The hypothesis that I want to verify (or better reject) is the following:

Researchers with last names that appear earlier in the alphabet have a career advantage.

Or in other words:   Does alphabetical sorting of authors give unfair advantage to researchers like Til Aach? Here, I measured career advantage simply by counting publications. The reasoning was that researchers with alphabetically early names are promoted more often, obtain more funds, etc., and thus are more successful in their research. I deliberately ignored other measures such as counting citations.

I checked this hypothesis using a 2009 DBLP data set provided by Hannah Bast. The most tricky part was to identify the first letter of the last name, because names were stored in full as in “Philip A. Bernstein”. My (still crude) approach is the following SQL query, which simply checks for the existance of a middle initial. If the author name has such an initial, the first letter after the initial is chosen, if not the first letter after the first space character is chosen:

SELECT PUBID, AUTHOR,
CASE WHEN
LOCATE(‘.’, AUTHOR) = 0 OR LOCATE(‘Jr.’,AUTHOR) > 0 OR LOCATE(‘Sr.’,AUTHOR) > 0 OR LOCATE(‘.’, AUTHOR) = LENGTH(AUTHOR)
THEN
SUBSTR(UPPER(AUTHOR),POSSTR(AUTHOR,’ ‘)+1,1)
ELSE
SUBSTR(UPPER(AUTHOR),LOCATE(‘.’, AUTHOR)+2,1)
END AS INITIAL,
EDITOR, AUTHOR_NUM
FROM DBLPAUTHORS

Obviously, this could be greatly improved.

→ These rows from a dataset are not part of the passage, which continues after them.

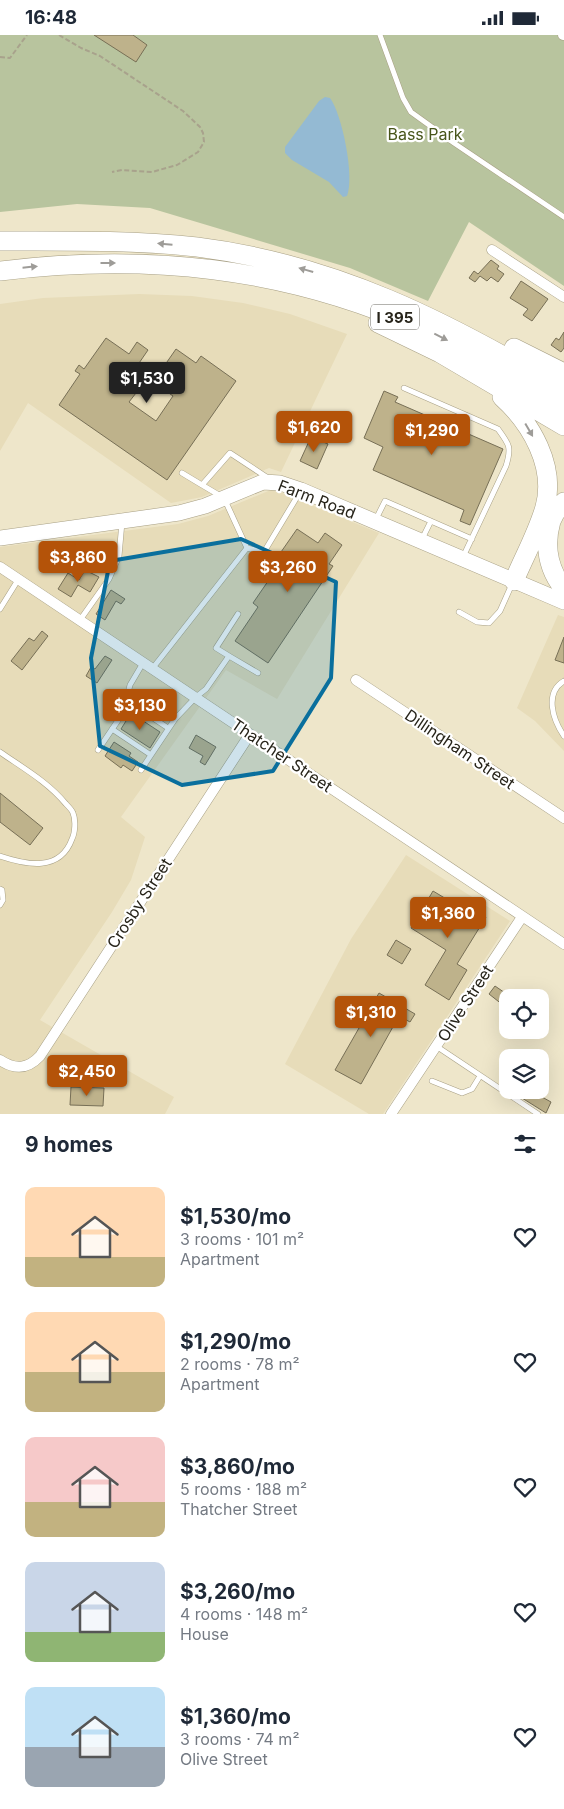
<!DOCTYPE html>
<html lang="en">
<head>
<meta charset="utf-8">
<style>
  body { margin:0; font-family:Inter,sans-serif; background:#f2f2f3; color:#1f2937; height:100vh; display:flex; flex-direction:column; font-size:19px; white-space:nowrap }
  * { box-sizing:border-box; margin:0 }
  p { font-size:16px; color:#747a83 }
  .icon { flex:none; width:28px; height:28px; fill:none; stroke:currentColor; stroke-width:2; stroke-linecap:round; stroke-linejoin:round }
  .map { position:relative; height:1079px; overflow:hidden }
  .sheet { display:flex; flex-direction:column; background:#fff; flex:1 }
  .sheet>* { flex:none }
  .tools { position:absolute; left:499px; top:954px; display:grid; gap:10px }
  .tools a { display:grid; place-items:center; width:50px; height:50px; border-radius:10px; background:#fff; box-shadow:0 5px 20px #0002; font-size:25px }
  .price { position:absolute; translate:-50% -42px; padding:0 11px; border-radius:5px; background:#b45309; color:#fff; font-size:16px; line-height:32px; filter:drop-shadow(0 1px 2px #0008) }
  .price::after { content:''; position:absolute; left:50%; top:30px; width:15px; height:11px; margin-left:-8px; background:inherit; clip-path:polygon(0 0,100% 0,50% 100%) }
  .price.current { background:#222; color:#fff }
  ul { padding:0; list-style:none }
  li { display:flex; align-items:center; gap:15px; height:125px; padding:0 25px }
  li span { display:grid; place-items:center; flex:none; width:140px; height:100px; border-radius:10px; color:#555 }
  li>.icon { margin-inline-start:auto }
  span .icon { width:60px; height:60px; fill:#fffc; stroke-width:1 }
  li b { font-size:21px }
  h2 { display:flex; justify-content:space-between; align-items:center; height:60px; padding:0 25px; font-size:21px }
  .status { display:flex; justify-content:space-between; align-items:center; height:35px; padding:0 25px; background:#fff; direction:ltr }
  .status svg { height:14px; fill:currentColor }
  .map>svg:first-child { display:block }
  .built { fill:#e7dcb9 }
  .green { fill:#b8c49e }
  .water { fill:#94bad3 }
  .building { fill:#beb28b; stroke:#776f56 }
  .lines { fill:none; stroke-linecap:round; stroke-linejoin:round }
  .lane-casing { stroke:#a8a085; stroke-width:6 }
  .street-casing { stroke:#a8a085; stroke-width:11 }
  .secondary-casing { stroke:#a8a085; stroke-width:16 }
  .highway-casing { stroke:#a8a085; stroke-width:20 }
  .path { stroke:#a8a28c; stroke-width:2; stroke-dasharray:5 2.5; stroke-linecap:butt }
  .lane { stroke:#fff; stroke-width:5 }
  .street { stroke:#fff; stroke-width:10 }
  .secondary { stroke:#fff; stroke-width:15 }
  .highway { stroke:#fff; stroke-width:19 }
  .oneway { fill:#9e9c98 }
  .marked { fill:#0a6f9d; fill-opacity:0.2; stroke:#0a6f9d; stroke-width:4; stroke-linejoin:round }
  .labels { text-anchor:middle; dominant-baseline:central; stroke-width:4.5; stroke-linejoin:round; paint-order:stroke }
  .shield { fill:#fff; stroke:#68665f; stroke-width:1 }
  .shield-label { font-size:15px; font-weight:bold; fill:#27241a }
  .park-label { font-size:16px; fill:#47551a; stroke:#fff }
  .street-label { font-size:16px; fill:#27241a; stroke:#fff }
</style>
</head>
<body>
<div class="status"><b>16:48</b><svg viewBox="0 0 49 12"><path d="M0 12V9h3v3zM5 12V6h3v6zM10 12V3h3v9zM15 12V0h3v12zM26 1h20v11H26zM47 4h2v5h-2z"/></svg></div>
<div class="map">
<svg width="564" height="1079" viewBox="0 0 564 1079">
  <rect width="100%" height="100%" fill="#eee6ca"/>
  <path class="built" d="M139 259 192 261 243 268 290 279 347 299 281 437 269 433 202 462 171 468 28 368 0 416V269L43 263Z
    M273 454 379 498 277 664 226 635 121 782 145 802 131 845 112 877 40 985 174 1062 165 1079H0V512L178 489 208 481Z
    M558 580 564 582V716L535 686 517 673Z
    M406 820 510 886 383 1079H369L285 1029 351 904Z"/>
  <path class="green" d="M0 0H564V251L469 187 428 266 350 233 150 173 77 169 0 177Z"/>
  <path class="water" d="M325 62 330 63C342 79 355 142 347 161L343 162 329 147 292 125 285 118V112L319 66Z"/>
  <path class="building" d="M94 0H133L147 10 136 27Z
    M491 225 499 231 497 234 504 239 498 247 491 242 487 246 480 241 475 247 469 243 474 236 478 239Z
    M521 246 548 264 532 286 523 280 528 274 510 263Z
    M564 297V313L561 317 551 310 556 303 559 305Z
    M106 303 129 319 137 307 148 315 124 350 136 358 129 367 156 386 173 361 153 347 176 314 196 328 201 321 236 346 167 445 59 370 80 339 75 336 79 330 84 334Z
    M384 356 398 362 395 367 503 414 470 490 460 486 464 475 373 435 383 412 364 403Z
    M311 402 328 409 317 434 300 426Z
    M297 494 318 508 325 498 342 510 329 529 333 531 268 628 235 606 258 572 253 568 286 520 281 517Z
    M85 535 99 542 90 557 78 550 71 562 58 554 68 538 79 545Z
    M111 555 125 564 121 569 116 566 105 585 96 579Z
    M42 596 48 601 22 635 11 626 29 603 34 606Z
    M564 602V628L555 625Z
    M105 621 112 625 97 648 86 641 91 632 95 634Z
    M131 678 160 697 150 713 121 694Z
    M196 700 216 712 205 730 200 727 203 721 189 713Z
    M114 707 131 718 129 721 138 727 132 736 123 730 121 733 105 721Z
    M0 758 43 793 30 810 0 787Z
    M433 856 458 871 461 866 486 882 457 929 467 935 449 965 425 950 446 915 411 893Z
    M396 905 411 914 402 929 387 920Z
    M495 951 508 960V974L489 959Z
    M379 958 415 979 410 987 399 981 361 1049 335 1035Z
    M71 1052 104 1053 103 1071 70 1070Z
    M515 1055H539L543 1057 542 1062 551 1067 546 1078 514 1058Z"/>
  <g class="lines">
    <defs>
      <path id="lane" d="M380 0 403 63 411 77 454 108 564 182
        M404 353 498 394C509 409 512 412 506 431L463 522
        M182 438 202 450
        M375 486 385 466 472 504
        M421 506 431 486
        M247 513 264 517 300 457
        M0 574 18 545
        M459 577 477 587 489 588 500 576 512 549
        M80 585 109 544 119 521 122 487
        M229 621 216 613 238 579
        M152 634 247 513 224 463 202 450 230 418 268 443
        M564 646C544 658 553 685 564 701
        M126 665 168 693
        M112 694 151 720
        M98 715 123 678 130 650 143 628
        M0 717C23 733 48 747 66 769 68 771 72 775 73 778 76 785 75 798 72 804 60 837 27 830 0 821
        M141 735 175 684 196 662 206 654 229 621 258 638
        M0 854 2 855 3 865 0 870
        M436 1011 538 1079
        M432 1046 462 1058 472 1054 480 1041"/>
      <path id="street" d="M563 0H564
        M492 215 564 262
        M0 532 564 909
        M356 645 564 783
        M0 1025C15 1035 28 1034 40 1021L250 699
        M391 1079 522 882"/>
      <path id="secondary" d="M0 503 179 478 205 471 263 447 280 448 301 455 564 567"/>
      <path id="highway" d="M0 206C66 206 131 205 197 212 334 229 447 286 564 356
        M0 236C145 218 284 232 419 292 469 314 516 344 564 373
        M378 288 440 318 564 391
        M514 313 564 338
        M502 362C531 388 556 431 545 472 538 497 524 522 514 546
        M551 486C544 511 548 534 564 554
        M545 498 555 478 564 467"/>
    </defs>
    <use href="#lane" class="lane-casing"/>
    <use href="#street" class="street-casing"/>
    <use href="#secondary" class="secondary-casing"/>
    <use href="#highway" class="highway-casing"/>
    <path class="path" d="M59 0 81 13 100 21 183 76 200 92 203 98 204 107 198 117 177 130 152 137 122 135 112 137
      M0 22 10 23 27 0"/>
    <use href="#lane" class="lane"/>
    <use href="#street" class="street"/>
    <use href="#secondary" class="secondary"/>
    <use href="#highway" class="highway"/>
  </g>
  <defs><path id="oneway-solid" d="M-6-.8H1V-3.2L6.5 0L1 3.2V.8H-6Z" transform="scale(1.25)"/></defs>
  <g class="oneway">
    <use href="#oneway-solid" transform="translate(165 209) rotate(-175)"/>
    <use href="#oneway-solid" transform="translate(108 228)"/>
    <use href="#oneway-solid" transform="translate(30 232) rotate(-6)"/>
    <use href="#oneway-solid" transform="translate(306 235) rotate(-164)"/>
    <use href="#oneway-solid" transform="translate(441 302) rotate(27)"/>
    <use href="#oneway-solid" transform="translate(529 395) rotate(60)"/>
  </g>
  <path class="marked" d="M241 504 336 547 331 643 273 736 182 750 100 711 91 623 110 526Z"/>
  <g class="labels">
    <rect class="shield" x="371" y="269.5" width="48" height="25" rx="4"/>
    <g class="shield-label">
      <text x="395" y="282">I 395</text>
    </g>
    <g class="park-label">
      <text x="425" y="99">Bass Park</text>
    </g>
    <g class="street-label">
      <text transform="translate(317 464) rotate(21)">Farm Road</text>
      <text transform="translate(460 714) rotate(34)">Dillingham Street</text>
      <text transform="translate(282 720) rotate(34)">Thatcher Street</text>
      <text transform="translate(139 868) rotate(-57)">Crosby Street</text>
      <text transform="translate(465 968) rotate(-57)">Olive Street</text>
    </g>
  </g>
</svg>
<div class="tools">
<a><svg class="icon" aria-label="locate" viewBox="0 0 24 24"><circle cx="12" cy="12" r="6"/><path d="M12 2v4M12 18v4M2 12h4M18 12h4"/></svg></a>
<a><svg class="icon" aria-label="layers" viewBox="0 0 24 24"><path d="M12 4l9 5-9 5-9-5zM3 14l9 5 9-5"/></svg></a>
</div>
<b class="price current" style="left:147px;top:369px">$1,530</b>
<b class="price" style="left:314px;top:418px">$1,620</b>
<b class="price" style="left:432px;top:421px">$1,290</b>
<b class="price" style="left:78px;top:548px">$3,860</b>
<b class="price" style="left:288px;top:558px">$3,260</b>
<b class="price" style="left:140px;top:696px">$3,130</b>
<b class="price" style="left:448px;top:904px">$1,360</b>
<b class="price" style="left:371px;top:1003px">$1,310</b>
<b class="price" style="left:87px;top:1062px">$2,450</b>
</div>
<section class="sheet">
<h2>9 homes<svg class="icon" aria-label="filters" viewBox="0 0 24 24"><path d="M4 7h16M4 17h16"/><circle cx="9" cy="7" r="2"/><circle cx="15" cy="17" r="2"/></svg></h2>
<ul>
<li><span style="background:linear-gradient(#ffd9b3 70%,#c2b280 0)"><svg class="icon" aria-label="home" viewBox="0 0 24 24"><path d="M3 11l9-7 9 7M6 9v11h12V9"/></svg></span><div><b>$1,530/mo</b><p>3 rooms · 101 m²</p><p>Apartment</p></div><svg class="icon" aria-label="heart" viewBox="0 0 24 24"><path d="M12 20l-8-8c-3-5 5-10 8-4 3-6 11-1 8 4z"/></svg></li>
<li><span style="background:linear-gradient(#ffd9b3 60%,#c2b280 0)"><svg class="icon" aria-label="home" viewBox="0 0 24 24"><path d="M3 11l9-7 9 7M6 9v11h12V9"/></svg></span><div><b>$1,290/mo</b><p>2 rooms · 78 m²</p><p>Apartment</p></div><svg class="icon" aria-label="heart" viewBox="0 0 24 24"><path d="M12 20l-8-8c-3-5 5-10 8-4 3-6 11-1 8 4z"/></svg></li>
<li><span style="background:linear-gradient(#f6c9c9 65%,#c2b280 0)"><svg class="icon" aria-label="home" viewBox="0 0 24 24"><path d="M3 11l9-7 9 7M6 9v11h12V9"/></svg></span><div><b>$3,860/mo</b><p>5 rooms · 188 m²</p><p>Thatcher Street</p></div><svg class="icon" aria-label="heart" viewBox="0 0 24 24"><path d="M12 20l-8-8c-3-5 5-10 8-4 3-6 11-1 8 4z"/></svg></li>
<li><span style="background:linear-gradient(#c9d6e8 70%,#8fb573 0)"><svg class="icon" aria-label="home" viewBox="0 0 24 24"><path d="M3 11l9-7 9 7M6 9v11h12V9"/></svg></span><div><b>$3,260/mo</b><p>4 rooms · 148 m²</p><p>House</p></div><svg class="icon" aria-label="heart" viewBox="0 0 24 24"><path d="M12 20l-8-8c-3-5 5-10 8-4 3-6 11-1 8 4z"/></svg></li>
<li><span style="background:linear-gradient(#bfe0f5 60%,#9aa5b1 0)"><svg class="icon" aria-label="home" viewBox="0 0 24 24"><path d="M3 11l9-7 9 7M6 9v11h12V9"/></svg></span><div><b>$1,360/mo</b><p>3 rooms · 74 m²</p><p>Olive Street</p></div><svg class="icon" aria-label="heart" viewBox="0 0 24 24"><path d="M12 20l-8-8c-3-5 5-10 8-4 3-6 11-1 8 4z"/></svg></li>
</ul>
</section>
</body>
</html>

Approximately 1100 extracted letters were not among the letters A-Z. In addition, for researchers with a full middle name in DBLP, that middle name is “mistaken” for the last name. Other sources of error are persons with multiple middle initials and authors with only an initial as the first part of a name.

Next, I calculated the number of distinct publications per initial and the number of distinct persons for normalization:

SELECT DISTINCT AUTHOR, INITIAL FROM
( … view … )
ORDER BY AUTHOR

SELECT INITIAL , COUNT(*) AS ANZ
FROM
(SELECT DISTINCT AUTHOR, INITIAL FROM
(… view …)
)
GROUP BY INITIAL
ORDER BY INITIAL

The results can be seen here:

Graphic

Finally, I calculated the average number of publications per person and letter:

Graphic

In conclusion, we can clearly reject the hypothesis. In fact, having a last name starting with Z is apparently of great advantage.

Future work must certainly include a better parsing of the name attributes. If someone has a version of DBLP with names separated into individual fields I would gladly include those. In addition, measuring success as the number of publications is certainly not satisfactory. Counting citations might be a good (but more difficult to correctly implement) alternative.